Le public berlinois de la Philharmonie a vivement applaudi, ce vendredi 5 novembre, le Deutsches Symphonie-Orchester Berlin placé sous la baguette de Marie Jacquot. Accents populaires, terriens, gais ou dramatiques ont été admirablement combinés avec des traits particulièrement légers et subtils, tout au long d'un programme franco-russe servi avec la complicité du violoncelliste Gautier Capuçon.

Marie Jacquot
© Christian Jungwirth

La soirée révèle une grande homogénéité dans l'interprétation d'œuvres d'inspirations cependant diverses. Une sorte de pochade due à Francis Poulenc vient en ouverture : Les Animaux modèles. L'animal y est prétexte à la caricature des caractères humains, à la manière de La Fontaine. Cependant, au-delà de la drôlerie, cette pièce écrite durant la période sombre de l'occupation nazie du pays met dans la bouche du lion, si l'on peut dire, l'adaptation d'un célèbre chant patriotique français. Si les occupants l'avaient suffisamment identifié, ils se seraient vraisemblablement saisis du compositeur... Conjuguer l'humour avec le caractère ainsi parfois volontairement terne, sombre et dangereux de l'époque appelle un traitement savant des contraires auquel la formation et sa chef s'adonnent avec brio. Il en est ainsi, par exemple, dans la première pièce, Le petit jour, comme dans la dernière, Le repas de midi : l'atmosphère créée donne un sentiment de bonheur simple, paisible tandis que transparaissent à travers lui spleen et inquiétude.
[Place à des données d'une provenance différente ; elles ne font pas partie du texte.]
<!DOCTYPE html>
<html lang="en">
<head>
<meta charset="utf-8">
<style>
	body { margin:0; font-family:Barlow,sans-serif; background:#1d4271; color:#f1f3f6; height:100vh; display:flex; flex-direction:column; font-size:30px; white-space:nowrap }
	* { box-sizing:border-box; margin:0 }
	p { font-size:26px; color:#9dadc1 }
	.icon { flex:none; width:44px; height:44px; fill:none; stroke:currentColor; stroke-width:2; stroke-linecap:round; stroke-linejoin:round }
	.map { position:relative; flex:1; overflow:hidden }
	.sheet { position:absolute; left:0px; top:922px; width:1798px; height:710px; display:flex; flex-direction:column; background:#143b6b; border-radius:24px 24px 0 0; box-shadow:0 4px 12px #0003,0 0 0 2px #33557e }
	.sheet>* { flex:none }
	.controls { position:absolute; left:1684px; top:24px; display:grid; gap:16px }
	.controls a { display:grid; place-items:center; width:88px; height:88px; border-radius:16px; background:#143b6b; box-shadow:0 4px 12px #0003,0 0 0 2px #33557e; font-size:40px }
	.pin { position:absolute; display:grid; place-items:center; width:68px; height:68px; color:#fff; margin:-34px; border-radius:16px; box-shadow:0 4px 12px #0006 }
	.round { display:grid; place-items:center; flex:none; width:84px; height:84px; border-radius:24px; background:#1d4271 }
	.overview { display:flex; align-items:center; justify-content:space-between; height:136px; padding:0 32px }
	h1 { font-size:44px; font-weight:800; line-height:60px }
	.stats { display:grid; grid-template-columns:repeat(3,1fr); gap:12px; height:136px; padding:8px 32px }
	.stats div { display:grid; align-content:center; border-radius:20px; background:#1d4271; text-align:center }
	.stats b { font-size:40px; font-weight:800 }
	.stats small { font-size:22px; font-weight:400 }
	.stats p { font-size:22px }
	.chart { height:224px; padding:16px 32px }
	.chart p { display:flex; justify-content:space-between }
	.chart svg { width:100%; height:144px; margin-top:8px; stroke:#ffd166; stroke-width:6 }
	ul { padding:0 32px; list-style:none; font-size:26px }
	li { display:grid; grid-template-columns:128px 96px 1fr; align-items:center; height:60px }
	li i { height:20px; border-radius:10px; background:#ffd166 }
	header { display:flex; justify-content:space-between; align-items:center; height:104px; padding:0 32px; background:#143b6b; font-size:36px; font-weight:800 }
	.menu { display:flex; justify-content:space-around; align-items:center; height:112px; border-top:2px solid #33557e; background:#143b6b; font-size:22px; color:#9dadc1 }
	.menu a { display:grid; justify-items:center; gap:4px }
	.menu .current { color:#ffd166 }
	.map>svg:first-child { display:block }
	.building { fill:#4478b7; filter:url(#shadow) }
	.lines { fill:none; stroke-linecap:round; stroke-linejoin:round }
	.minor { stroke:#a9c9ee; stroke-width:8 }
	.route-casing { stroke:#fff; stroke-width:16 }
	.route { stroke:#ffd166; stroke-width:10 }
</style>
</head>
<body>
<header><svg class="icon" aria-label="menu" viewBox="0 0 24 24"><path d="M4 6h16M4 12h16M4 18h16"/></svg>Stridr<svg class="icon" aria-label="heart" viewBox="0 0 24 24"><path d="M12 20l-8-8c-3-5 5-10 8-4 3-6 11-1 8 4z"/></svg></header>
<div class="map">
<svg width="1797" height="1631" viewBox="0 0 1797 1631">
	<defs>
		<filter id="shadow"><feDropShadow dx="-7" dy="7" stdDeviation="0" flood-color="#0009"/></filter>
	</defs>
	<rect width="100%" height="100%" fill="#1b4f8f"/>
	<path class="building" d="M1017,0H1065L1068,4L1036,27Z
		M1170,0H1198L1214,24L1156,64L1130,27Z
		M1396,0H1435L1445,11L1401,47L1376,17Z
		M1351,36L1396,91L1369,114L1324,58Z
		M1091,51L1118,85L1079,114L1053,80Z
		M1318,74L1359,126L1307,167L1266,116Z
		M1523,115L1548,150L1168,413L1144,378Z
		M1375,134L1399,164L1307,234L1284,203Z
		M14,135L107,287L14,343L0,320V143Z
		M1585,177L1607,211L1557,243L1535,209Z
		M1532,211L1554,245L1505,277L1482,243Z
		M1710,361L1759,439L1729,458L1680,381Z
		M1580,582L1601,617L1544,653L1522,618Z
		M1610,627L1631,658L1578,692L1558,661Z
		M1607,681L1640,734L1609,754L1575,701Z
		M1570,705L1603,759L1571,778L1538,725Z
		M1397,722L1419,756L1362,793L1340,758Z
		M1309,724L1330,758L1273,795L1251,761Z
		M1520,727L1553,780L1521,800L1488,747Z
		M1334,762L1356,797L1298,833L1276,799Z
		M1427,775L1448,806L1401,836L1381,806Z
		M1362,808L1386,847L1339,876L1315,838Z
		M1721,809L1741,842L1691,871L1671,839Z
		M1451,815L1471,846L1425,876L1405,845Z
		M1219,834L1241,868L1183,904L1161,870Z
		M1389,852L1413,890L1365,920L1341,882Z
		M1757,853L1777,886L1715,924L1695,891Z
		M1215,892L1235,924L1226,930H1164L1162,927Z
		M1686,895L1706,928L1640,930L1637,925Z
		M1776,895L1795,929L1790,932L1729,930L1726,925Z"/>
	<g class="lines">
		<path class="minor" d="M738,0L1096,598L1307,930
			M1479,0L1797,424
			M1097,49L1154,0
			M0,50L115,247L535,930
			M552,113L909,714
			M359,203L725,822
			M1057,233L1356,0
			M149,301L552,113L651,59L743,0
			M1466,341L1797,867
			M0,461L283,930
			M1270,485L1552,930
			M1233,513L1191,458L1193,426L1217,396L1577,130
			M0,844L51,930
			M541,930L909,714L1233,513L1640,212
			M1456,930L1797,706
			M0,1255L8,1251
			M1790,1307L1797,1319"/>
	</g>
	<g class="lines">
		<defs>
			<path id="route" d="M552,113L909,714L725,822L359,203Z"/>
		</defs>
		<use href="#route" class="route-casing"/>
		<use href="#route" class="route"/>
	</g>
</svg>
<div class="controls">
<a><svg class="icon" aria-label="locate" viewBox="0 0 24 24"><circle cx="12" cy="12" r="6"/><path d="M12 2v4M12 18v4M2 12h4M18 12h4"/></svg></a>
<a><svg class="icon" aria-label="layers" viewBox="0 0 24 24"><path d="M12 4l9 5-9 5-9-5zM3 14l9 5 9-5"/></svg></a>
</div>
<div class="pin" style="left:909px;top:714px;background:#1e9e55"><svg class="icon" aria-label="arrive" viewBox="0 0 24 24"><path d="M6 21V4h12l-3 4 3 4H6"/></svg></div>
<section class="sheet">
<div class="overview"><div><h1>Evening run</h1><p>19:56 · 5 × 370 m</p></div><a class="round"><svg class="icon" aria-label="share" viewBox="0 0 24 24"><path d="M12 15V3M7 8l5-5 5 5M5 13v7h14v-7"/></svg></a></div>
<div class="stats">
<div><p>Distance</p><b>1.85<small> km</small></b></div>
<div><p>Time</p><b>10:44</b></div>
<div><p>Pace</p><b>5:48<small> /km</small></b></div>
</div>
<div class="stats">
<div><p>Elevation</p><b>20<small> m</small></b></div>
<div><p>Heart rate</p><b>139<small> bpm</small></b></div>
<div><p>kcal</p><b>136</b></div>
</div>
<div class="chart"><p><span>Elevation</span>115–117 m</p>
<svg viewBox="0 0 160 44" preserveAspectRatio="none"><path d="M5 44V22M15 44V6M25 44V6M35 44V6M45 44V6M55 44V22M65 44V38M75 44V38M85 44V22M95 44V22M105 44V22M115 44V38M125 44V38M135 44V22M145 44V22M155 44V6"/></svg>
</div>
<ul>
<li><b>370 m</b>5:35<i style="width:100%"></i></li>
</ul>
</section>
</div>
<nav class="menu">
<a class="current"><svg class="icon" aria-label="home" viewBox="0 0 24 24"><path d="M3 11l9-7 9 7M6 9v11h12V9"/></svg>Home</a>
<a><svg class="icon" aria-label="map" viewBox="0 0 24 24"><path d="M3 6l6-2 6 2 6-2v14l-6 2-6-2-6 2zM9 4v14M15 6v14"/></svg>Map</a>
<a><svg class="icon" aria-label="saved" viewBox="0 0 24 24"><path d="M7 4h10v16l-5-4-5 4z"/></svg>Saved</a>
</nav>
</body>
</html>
Cette alchimie opère encore dans le Premier Concerto pour violoncelle de Chostakovitch. Ici encore, une oppression politique fait peser sur un compositeur sommé de renoncer à sa liberté créatrice, à ses aspirations, le poids de l'angoisse, de la souffrance, de l'ambiguïté de sa situation. Si l'interprétation de Gautier Capuçon, parfaitement suivie par l'orchestre, semble dans le premier mouvement vouloir d'abord illustrer la liberté du musicien par un jeu vif et souple, sans trop donner l'image pathétique de l'artiste opprimé ou révolté, le jeu prend progressivement une autre tournure à partir du deuxième mouvement pour culminer, durant la longue cadence soliste – un véritable mouvement – puis dans le finale en une stupéfiante forme d'expressivité où les affects se déploient. Les coups d'archet de Gautier Capuçon sont la plume qui raconte, qui crie le malheur, la douleur.

Gautier Capuçon
© Anoush Abrar

La dernière partie du concert est consacrée à de larges extraits de la suite orchestrale tirée du ballet Cendrillon de Prokofiev. Ici encore, il s'agit d'entrecroiser, tout en les conservant distincts, les thèmes de la jeunesse, des aspirations, des circonstances féeriques propres à rendre Cendrillon merveilleuse à nos yeux et les réalités besogneuses, sordides, avilissantes constituant son quotidien. Quels que soient les types de mises en scène chorégraphiques imprimées dans notre imaginaire lors de la mise en présence de Cendrillon et de son père (dans l'Andantino, quatrième pièce de la suite agencée par Marie Jacquot), l'interprétation musicale proposée par la cheffe et le DSO donne lieu à un subtil équilibre. D'une part, la désolation et l'inquiétude se mesurent au son et au rythme des profonds et terribles graves en tutti dominés par les contrebasses, les violoncelles et le tuba. Ils scandent le pas lourd du père qui n'apporte guère à Cendrillon le secours attendu face à la pression d'un milieu hostile. Les envolées des violons vers l'aigu couronnées par les flûtes introduisent en même temps quelque chose de miraculeux pour elle, une pulsion de vie qui ne s'éteint pas. Synthèse convaincante de la gravité et de son contrepoint : la légèreté.